Cheese Burglary and the Rise of Petty Crime in New Zealand
Beck Eleven, writing for thepress.co.nz, covers the rise in "minor offending" in New Zealand through the lens of a particularly unfortunate cheese crime™:
The case of the pilfered cheese may never be solved.
The weather forecast looked bright as mother-of-four Hayley Marsh opened the fridge in the communal kitchen in the Reefton Domain Camping Ground. She'd expected to find milk for her cup of tea and the kids' cereal, but the plastic bag containing the family's dairy products was missing.
"[the investigating policeman] was so earnest. He asked what kind of cheese. I told him it was a wedge of blue cheese, some processed cheese singles and some brie. Then I heard an audible groan. He said: 'Oh no, not the brie'. He sounded more devastated than me."

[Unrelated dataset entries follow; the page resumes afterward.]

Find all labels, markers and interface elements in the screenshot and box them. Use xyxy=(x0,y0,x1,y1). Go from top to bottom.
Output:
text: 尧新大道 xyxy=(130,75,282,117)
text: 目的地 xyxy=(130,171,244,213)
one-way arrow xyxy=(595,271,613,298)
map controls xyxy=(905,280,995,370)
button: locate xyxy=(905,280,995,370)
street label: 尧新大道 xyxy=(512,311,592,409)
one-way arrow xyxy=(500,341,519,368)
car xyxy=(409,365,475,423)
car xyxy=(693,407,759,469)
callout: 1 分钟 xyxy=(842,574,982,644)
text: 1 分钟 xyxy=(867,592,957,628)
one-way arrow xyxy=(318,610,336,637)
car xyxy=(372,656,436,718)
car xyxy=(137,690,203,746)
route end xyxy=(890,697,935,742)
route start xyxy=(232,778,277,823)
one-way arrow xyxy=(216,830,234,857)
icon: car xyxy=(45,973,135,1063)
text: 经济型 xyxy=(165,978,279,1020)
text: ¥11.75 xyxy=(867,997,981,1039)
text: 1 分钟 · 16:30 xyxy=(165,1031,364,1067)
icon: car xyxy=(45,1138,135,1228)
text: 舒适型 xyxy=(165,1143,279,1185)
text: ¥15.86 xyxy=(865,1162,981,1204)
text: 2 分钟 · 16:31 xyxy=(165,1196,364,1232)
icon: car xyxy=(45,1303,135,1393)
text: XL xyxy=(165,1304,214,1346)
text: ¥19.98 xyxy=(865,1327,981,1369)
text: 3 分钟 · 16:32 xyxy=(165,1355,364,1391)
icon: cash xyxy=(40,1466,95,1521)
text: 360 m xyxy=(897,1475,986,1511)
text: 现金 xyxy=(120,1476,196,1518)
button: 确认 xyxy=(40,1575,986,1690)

Read the full story here for a fascinating account of daily police work in Chirstchurch, and for the conclusion of the case of the kidnapped curds:
Marsh later found a little pile of plastic wrappers in a nearby skate park - wrappers from processed cheese singles - and the wedge of blue cheese that remained untouched.
"Yes," says Marsh. "They'd eaten the rubbery cheese and dumped the good stuff. Hurtful."